## [What you need to do]
Working through the lines below, return each one that holds "strokeStyle".

Source data below:

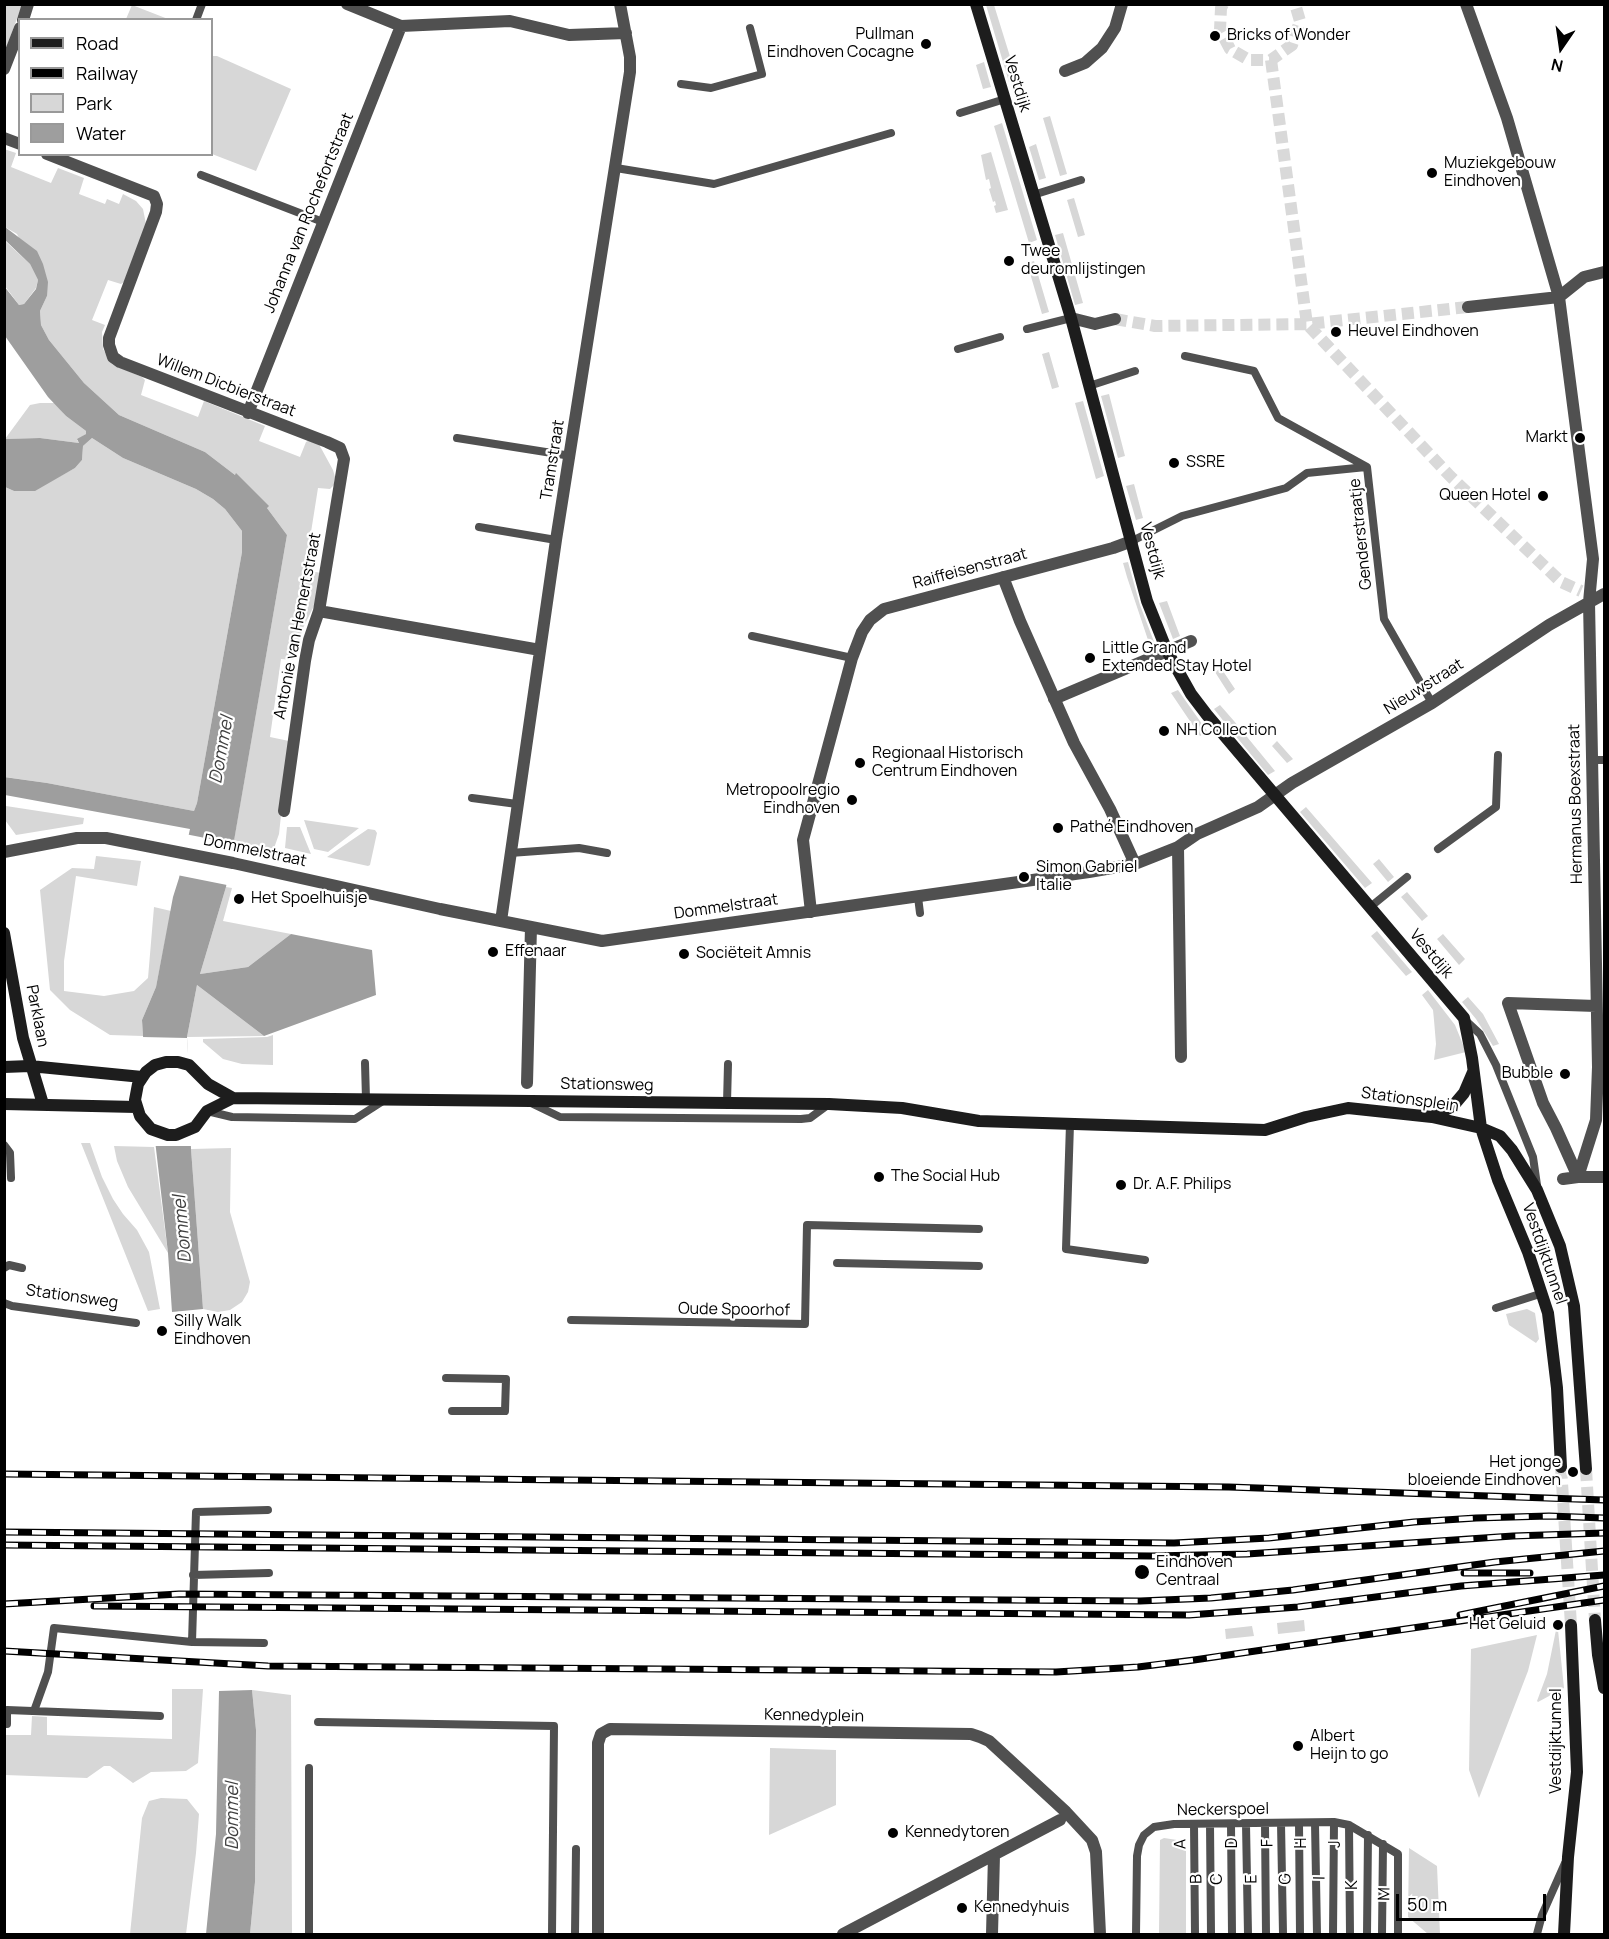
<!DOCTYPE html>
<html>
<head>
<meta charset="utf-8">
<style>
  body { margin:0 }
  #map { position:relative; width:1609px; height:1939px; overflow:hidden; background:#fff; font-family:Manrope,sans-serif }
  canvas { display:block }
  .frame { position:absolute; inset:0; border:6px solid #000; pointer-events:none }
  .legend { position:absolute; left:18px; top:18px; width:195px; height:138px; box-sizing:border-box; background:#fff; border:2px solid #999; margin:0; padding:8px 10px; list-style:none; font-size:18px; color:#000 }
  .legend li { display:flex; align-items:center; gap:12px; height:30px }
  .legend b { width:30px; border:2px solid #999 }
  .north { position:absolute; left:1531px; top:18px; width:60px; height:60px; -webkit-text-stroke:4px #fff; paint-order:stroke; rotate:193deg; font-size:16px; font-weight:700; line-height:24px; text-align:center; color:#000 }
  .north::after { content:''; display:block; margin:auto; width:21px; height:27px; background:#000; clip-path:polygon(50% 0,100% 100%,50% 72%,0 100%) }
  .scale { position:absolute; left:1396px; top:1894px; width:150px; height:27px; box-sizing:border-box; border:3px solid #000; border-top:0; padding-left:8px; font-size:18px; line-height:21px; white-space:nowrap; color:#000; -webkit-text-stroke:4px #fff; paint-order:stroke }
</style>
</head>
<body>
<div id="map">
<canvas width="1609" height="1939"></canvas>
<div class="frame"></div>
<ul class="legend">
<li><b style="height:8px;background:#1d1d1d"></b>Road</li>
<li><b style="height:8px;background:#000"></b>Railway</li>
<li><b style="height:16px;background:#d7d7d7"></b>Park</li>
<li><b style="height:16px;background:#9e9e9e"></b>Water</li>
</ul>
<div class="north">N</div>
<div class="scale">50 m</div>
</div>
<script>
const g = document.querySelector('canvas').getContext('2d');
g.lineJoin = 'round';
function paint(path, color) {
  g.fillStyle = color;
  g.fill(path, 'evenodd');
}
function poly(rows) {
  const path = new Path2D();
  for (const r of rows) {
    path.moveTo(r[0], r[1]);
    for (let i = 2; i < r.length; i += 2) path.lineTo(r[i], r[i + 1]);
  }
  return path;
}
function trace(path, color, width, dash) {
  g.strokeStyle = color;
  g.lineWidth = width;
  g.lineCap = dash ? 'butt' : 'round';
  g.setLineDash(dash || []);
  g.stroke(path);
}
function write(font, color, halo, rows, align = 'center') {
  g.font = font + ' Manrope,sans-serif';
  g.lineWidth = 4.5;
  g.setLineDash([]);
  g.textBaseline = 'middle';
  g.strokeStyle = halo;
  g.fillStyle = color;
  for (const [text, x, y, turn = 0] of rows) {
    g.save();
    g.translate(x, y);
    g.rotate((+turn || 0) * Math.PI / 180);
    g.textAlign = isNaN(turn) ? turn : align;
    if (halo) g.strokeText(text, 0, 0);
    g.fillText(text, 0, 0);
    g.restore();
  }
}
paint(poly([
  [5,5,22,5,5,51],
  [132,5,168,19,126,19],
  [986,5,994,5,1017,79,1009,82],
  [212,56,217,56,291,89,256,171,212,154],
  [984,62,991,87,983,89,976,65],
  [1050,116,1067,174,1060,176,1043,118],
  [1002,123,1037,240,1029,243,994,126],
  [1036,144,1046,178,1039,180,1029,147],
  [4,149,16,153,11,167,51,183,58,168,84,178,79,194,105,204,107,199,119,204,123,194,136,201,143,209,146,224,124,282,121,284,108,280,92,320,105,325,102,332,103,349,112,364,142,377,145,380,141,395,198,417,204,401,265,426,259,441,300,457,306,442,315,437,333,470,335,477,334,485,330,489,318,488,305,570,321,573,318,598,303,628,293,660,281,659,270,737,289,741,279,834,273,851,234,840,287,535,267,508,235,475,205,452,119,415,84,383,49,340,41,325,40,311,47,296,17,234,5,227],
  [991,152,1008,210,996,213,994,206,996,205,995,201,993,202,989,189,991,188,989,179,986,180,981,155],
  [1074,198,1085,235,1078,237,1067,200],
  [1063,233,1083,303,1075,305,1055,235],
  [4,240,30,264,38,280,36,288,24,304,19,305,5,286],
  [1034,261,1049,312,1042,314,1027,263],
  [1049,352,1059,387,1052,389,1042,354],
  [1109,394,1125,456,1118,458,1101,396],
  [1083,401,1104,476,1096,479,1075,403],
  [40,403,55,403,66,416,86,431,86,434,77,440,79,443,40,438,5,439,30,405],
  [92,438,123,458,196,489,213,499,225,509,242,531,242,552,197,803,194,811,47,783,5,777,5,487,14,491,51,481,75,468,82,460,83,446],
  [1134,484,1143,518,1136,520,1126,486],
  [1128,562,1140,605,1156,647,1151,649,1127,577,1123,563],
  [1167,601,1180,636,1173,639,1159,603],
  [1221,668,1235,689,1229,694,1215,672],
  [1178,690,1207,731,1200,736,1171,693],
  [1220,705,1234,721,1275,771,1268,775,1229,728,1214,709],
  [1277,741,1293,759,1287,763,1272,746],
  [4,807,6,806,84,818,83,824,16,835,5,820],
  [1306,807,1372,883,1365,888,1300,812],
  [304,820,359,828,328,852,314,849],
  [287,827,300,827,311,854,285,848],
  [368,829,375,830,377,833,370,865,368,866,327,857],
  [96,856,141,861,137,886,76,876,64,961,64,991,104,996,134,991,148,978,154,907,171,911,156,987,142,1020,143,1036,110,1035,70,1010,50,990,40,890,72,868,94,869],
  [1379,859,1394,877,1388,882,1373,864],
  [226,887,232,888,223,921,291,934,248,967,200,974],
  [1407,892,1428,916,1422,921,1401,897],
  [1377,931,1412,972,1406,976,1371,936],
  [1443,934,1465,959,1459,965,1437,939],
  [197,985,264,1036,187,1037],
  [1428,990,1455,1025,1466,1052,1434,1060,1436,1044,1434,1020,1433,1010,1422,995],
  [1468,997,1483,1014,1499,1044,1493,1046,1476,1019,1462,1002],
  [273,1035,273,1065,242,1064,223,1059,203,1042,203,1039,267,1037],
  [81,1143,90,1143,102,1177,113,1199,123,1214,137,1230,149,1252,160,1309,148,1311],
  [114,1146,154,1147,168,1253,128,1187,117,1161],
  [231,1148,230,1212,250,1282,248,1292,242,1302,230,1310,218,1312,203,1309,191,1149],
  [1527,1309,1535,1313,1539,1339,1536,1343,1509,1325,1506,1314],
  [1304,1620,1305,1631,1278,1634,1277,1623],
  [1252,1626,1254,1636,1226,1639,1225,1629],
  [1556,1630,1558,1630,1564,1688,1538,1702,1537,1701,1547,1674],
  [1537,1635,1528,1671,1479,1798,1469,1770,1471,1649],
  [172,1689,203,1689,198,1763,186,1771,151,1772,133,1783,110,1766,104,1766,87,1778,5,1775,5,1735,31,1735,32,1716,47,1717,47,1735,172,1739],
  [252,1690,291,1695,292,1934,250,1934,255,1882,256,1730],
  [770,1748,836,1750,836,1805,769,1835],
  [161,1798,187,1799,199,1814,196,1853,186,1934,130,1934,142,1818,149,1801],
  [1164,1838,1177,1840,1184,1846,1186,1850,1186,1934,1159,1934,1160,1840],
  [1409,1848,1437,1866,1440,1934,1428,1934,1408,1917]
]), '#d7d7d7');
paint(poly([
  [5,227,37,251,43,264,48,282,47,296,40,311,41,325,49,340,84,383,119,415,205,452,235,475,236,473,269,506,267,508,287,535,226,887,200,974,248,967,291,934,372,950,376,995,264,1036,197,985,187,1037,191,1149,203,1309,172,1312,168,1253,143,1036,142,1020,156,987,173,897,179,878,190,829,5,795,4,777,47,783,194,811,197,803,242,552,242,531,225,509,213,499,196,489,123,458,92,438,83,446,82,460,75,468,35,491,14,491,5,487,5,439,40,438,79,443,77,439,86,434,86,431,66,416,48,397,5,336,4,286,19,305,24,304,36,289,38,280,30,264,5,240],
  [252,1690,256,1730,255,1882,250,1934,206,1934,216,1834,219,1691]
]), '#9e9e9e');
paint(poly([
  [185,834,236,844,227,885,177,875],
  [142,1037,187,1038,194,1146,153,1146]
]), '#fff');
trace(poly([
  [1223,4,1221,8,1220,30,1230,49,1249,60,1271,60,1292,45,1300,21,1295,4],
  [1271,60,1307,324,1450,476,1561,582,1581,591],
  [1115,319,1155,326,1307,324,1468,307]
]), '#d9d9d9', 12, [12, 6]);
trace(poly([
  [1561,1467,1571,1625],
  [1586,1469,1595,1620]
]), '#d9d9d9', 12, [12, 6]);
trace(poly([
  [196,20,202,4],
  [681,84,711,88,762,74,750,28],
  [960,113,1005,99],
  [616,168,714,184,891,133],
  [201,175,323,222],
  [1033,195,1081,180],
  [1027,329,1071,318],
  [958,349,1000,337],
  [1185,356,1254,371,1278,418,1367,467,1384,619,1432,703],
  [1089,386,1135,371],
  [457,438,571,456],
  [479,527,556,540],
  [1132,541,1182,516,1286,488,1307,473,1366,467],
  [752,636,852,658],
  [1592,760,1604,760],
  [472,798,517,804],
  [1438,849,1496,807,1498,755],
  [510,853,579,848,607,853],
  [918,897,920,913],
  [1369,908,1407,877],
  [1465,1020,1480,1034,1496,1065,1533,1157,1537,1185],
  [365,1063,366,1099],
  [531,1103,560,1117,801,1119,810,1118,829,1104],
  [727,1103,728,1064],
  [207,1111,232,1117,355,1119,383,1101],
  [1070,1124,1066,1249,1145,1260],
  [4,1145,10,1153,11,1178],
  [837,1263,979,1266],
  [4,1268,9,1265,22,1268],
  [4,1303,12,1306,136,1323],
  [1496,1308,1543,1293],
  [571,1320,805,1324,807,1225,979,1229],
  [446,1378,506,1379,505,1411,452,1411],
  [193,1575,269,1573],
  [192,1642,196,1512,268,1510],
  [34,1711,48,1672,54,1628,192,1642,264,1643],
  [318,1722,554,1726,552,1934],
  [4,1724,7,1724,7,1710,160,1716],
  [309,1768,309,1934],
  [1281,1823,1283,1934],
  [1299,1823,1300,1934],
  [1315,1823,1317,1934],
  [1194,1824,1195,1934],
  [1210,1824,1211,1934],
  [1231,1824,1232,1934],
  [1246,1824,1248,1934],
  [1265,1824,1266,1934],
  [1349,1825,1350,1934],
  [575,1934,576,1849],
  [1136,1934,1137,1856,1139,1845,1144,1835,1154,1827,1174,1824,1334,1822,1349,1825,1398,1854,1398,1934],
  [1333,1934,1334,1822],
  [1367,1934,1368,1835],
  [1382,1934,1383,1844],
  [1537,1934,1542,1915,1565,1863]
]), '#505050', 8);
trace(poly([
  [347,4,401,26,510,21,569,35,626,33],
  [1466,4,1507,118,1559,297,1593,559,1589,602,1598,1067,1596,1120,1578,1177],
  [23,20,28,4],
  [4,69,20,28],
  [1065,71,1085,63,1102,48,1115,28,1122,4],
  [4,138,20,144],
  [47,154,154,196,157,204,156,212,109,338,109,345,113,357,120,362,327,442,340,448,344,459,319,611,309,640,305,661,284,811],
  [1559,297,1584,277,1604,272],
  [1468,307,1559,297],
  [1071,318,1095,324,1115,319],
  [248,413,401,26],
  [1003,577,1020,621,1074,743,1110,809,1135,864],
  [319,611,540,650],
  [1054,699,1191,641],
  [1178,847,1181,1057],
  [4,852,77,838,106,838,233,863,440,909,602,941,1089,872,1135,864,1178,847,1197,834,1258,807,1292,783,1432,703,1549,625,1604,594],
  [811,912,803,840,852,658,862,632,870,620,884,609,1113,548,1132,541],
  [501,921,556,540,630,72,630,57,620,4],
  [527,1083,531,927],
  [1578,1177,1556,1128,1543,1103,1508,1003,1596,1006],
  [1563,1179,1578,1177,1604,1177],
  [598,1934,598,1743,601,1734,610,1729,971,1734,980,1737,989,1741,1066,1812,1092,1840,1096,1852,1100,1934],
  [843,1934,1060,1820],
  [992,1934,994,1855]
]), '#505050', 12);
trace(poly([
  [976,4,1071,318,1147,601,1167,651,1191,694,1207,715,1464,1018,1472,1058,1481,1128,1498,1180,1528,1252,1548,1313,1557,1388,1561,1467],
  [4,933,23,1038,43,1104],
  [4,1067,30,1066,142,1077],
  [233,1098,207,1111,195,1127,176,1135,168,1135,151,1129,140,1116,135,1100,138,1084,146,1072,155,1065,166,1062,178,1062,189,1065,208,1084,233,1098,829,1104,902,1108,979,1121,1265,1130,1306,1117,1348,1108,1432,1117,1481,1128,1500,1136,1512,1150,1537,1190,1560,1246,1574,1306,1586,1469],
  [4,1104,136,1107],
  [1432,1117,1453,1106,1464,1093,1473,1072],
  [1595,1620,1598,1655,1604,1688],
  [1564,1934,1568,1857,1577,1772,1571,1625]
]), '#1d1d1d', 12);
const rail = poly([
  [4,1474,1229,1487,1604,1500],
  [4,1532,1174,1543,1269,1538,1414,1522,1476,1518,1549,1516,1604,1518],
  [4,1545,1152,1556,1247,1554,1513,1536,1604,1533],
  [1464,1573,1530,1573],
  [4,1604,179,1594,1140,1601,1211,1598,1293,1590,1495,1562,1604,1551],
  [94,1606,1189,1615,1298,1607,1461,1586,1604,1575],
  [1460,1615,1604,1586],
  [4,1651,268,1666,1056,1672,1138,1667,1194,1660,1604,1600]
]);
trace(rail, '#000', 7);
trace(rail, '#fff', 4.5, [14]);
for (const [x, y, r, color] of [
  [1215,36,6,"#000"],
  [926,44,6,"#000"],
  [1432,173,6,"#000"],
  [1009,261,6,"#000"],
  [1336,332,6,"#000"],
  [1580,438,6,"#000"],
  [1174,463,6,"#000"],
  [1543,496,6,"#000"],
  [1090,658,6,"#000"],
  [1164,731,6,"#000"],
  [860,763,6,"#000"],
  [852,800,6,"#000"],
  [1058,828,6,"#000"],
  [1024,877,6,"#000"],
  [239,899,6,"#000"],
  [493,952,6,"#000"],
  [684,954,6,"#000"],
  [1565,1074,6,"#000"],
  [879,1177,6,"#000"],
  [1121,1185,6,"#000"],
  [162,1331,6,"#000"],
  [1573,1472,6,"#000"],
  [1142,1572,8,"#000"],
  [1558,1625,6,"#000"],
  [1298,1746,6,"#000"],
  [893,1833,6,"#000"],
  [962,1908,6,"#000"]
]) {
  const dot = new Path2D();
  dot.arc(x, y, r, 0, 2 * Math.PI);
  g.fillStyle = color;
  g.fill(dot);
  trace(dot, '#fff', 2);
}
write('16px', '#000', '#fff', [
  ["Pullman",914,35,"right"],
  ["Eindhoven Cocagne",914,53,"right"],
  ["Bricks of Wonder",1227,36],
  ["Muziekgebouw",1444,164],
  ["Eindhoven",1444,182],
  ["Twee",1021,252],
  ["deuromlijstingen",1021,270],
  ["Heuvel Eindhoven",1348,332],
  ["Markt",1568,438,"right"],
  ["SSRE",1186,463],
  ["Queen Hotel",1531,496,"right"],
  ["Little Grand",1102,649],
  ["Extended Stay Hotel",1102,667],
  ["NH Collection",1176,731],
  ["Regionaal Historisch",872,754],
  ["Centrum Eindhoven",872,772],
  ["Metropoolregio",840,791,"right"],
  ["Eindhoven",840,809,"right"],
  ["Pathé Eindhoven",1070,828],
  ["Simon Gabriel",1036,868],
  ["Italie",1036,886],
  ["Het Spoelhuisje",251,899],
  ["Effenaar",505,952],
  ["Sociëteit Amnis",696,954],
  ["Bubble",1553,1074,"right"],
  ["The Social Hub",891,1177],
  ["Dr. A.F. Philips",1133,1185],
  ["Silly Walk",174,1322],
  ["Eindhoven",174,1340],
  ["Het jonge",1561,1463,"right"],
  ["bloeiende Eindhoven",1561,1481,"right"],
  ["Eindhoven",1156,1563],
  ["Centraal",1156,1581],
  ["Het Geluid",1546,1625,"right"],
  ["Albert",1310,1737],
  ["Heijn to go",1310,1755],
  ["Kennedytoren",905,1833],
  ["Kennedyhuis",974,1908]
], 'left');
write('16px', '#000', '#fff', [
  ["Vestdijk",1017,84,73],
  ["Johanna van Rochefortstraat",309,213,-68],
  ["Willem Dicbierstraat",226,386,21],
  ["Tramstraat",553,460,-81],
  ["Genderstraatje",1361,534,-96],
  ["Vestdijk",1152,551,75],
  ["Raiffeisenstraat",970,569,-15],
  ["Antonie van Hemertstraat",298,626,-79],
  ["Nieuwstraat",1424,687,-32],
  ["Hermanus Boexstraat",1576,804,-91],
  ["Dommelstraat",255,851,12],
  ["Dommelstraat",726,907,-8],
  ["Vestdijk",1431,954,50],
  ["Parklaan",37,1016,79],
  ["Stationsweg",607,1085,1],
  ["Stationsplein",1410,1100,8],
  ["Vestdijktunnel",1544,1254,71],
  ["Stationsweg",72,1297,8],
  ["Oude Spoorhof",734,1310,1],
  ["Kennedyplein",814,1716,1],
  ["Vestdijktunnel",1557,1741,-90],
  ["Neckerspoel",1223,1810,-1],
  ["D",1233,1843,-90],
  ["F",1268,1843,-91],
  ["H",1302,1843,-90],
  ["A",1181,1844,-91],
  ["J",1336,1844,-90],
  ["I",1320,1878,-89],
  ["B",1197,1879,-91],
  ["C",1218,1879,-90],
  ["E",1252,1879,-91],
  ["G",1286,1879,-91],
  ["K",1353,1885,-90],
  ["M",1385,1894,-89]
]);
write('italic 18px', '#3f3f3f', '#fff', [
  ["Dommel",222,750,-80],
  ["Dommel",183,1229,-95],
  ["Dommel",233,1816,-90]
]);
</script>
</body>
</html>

End of Source data.

## [Finished task]
  g.strokeStyle = color;
  g.strokeStyle = halo;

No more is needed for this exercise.